● What the task asks:
All lines in the material below that hold "lists" should be found and copied.

[[ Dataset, beginning ]]

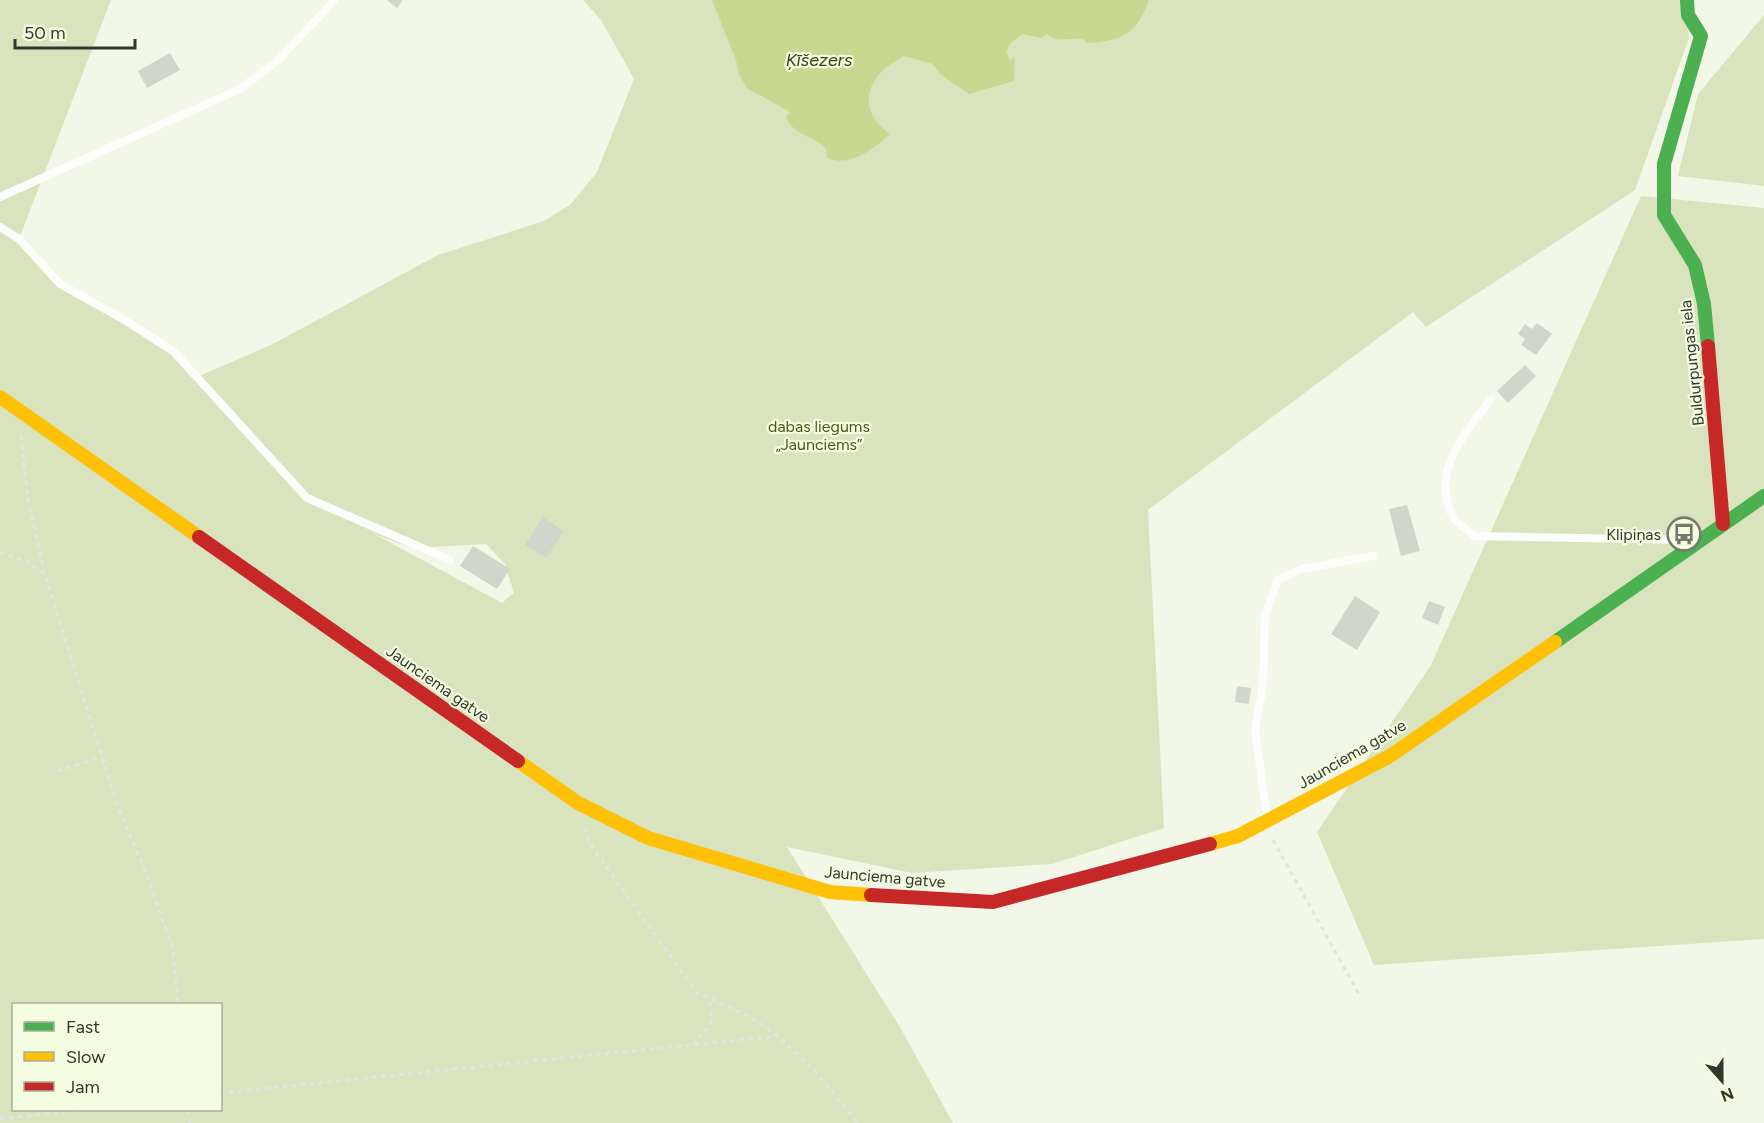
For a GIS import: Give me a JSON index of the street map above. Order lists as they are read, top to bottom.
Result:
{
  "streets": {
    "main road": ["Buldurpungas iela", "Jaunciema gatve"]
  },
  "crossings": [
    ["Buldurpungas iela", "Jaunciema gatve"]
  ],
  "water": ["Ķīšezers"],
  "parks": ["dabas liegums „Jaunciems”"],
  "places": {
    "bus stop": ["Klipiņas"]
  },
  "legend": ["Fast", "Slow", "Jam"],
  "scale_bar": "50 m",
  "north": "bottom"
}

[[ Dataset, end ]]
[[ Dataset, beginning ]]

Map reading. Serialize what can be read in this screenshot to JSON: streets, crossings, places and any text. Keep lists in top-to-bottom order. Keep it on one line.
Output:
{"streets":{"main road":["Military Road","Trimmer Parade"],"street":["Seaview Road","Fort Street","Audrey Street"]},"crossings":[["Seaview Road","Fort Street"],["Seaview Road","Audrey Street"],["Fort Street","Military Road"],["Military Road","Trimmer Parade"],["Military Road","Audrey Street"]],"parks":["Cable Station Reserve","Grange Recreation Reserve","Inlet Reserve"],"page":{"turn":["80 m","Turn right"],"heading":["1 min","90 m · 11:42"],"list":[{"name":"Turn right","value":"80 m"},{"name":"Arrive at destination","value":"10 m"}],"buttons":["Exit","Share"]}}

[[ Dataset, end ]]

● Output of the exercise:
For a GIS import: Give me a JSON index of the street map above. Order lists as they are read, top to bottom.
Map reading. Serialize what can be read in this screenshot to JSON: streets, crossings, places and any text. Keep lists in top-to-bottom order. Keep it on one line.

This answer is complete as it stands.